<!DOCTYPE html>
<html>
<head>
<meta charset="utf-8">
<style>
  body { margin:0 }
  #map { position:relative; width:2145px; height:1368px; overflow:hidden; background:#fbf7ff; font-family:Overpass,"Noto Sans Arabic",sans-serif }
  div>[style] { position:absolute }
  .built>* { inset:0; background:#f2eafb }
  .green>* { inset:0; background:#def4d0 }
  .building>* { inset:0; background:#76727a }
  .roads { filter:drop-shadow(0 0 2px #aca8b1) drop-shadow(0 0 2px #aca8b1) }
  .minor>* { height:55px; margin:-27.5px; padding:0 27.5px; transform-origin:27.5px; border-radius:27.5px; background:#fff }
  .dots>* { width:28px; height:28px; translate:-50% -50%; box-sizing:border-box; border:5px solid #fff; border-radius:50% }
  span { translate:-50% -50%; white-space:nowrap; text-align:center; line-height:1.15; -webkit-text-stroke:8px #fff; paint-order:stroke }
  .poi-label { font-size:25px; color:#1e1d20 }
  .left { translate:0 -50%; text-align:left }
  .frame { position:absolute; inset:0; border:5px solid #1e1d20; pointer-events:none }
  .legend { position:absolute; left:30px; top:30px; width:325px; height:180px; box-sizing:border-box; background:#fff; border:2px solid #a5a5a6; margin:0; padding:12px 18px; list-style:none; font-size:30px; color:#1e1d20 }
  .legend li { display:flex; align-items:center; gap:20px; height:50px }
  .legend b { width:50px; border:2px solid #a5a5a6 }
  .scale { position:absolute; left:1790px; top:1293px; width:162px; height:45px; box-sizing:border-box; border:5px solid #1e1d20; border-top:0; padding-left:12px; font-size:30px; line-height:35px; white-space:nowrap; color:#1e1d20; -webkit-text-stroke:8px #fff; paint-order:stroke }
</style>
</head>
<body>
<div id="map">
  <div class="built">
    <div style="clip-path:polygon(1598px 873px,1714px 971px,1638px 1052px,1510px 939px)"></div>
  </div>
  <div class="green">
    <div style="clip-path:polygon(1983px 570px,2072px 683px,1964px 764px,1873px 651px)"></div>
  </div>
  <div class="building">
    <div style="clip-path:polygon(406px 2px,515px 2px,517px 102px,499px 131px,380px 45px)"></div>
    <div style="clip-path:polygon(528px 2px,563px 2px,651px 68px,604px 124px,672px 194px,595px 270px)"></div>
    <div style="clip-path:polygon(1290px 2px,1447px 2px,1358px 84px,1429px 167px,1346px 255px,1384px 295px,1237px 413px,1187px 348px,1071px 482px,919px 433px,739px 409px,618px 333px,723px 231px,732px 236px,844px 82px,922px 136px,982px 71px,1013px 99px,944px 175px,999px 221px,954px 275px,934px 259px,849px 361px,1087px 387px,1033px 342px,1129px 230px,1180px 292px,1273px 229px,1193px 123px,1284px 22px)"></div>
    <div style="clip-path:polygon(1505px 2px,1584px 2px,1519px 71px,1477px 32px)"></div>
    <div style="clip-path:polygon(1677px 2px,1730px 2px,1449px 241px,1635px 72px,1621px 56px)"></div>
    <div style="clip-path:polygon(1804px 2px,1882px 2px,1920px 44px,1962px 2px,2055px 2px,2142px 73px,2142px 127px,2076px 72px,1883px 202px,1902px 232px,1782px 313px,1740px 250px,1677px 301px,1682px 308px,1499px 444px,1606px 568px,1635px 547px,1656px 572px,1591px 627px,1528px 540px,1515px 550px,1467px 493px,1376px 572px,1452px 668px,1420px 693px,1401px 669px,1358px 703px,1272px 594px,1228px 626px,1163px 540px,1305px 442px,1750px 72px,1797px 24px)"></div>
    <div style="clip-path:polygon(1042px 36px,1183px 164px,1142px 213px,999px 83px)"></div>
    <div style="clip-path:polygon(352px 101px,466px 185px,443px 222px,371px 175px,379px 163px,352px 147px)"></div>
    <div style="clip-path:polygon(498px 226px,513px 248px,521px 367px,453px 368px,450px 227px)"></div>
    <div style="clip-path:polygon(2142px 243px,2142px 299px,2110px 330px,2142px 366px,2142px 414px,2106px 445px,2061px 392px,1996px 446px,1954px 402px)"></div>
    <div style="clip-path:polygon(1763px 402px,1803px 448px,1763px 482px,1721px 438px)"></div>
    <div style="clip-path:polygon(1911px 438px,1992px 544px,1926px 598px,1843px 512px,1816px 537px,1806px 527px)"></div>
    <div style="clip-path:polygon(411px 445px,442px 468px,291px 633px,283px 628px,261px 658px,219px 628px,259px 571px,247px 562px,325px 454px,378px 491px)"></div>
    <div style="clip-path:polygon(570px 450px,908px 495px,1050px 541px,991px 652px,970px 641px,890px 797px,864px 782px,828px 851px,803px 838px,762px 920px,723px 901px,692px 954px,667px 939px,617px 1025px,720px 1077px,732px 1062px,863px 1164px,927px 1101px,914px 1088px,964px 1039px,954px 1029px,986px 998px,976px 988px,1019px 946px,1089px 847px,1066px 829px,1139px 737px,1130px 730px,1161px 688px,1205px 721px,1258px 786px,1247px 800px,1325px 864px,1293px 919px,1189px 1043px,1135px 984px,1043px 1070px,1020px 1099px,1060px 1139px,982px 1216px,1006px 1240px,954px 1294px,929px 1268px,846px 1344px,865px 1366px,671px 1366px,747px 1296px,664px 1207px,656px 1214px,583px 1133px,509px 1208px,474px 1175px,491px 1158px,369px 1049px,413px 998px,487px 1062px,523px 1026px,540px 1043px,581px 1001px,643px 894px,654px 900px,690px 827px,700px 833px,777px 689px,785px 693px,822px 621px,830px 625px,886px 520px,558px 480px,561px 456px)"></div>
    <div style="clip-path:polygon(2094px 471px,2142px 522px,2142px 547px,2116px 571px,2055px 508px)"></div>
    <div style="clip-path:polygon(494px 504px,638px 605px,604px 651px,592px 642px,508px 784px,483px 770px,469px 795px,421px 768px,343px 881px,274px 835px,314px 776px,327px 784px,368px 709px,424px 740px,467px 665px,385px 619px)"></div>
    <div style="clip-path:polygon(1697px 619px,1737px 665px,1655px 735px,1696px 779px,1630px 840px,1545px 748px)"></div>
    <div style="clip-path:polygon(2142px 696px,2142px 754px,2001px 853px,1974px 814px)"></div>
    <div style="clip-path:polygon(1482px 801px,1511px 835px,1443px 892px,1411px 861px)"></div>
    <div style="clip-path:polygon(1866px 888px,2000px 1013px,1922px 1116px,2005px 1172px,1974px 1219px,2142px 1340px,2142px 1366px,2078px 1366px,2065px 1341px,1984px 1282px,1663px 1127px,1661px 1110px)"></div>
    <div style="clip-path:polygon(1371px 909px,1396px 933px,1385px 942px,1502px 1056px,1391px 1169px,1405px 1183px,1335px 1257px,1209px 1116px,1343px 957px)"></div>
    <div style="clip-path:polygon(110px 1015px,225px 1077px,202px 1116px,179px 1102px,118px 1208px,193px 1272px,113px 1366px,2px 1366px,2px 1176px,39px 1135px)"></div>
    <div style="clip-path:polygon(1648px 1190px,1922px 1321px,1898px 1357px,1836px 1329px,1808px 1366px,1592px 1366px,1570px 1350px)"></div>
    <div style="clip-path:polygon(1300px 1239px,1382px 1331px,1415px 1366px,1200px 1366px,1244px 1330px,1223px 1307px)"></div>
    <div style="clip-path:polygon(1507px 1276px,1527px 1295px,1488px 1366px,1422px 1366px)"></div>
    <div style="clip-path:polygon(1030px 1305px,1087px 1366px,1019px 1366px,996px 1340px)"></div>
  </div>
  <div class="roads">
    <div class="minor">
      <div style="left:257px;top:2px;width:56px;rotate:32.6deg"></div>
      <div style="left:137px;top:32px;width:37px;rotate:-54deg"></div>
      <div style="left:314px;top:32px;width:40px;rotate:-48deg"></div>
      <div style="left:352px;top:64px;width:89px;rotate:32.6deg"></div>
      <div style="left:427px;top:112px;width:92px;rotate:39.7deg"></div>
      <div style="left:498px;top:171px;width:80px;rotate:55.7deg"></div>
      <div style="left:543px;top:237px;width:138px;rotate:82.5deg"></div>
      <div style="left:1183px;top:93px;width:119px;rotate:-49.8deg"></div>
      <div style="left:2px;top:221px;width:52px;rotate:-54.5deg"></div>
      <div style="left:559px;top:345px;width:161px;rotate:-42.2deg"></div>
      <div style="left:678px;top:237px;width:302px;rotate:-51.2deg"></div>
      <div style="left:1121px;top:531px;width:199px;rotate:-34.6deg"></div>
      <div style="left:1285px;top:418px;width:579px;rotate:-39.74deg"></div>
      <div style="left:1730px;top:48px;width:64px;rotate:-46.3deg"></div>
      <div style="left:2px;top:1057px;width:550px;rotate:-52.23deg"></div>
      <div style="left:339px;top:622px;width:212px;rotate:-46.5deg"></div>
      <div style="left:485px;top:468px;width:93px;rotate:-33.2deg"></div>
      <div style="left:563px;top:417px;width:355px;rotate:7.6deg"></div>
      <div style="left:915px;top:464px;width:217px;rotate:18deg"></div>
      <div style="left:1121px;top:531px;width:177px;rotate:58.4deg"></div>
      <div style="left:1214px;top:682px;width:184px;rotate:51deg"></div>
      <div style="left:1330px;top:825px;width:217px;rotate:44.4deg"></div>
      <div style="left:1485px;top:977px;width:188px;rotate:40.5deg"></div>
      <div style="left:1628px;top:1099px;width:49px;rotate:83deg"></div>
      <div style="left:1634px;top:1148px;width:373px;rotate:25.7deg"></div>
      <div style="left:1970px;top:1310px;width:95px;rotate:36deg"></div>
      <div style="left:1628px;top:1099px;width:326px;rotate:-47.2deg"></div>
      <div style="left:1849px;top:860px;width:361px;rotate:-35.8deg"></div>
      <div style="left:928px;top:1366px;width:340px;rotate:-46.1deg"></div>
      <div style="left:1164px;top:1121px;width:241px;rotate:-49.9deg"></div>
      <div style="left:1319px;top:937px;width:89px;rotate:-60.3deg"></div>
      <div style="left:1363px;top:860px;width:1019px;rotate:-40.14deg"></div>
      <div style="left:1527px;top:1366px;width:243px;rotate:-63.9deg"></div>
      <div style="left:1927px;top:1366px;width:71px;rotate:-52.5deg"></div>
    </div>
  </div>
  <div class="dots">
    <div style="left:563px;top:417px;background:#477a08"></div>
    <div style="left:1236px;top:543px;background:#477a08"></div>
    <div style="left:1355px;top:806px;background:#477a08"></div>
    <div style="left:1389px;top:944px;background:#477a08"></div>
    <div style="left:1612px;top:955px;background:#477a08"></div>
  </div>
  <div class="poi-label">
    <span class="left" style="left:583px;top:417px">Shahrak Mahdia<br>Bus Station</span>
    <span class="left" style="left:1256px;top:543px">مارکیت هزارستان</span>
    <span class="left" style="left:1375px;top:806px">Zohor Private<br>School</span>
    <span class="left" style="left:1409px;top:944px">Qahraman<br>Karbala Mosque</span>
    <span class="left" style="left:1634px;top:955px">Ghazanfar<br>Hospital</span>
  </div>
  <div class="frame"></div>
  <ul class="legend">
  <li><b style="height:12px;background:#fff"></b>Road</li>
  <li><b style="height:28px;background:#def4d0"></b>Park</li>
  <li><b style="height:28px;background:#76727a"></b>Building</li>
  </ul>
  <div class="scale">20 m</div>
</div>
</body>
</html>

....

Brief: The lines needed are the ones from the first line of the entries through the line that contains "display:flex; align-items:center; gap:20px;", given again without any change.

Solution:
<!DOCTYPE html>
<html>
<head>
<meta charset="utf-8">
<style>
  body { margin:0 }
  #map { position:relative; width:2145px; height:1368px; overflow:hidden; background:#fbf7ff; font-family:Overpass,"Noto Sans Arabic",sans-serif }
  div>[style] { position:absolute }
  .built>* { inset:0; background:#f2eafb }
  .green>* { inset:0; background:#def4d0 }
  .building>* { inset:0; background:#76727a }
  .roads { filter:drop-shadow(0 0 2px #aca8b1) drop-shadow(0 0 2px #aca8b1) }
  .minor>* { height:55px; margin:-27.5px; padding:0 27.5px; transform-origin:27.5px; border-radius:27.5px; background:#fff }
  .dots>* { width:28px; height:28px; translate:-50% -50%; box-sizing:border-box; border:5px solid #fff; border-radius:50% }
  span { translate:-50% -50%; white-space:nowrap; text-align:center; line-height:1.15; -webkit-text-stroke:8px #fff; paint-order:stroke }
  .poi-label { font-size:25px; color:#1e1d20 }
  .left { translate:0 -50%; text-align:left }
  .frame { position:absolute; inset:0; border:5px solid #1e1d20; pointer-events:none }
  .legend { position:absolute; left:30px; top:30px; width:325px; height:180px; box-sizing:border-box; background:#fff; border:2px solid #a5a5a6; margin:0; padding:12px 18px; list-style:none; font-size:30px; color:#1e1d20 }
  .legend li { display:flex; align-items:center; gap:20px; height:50px }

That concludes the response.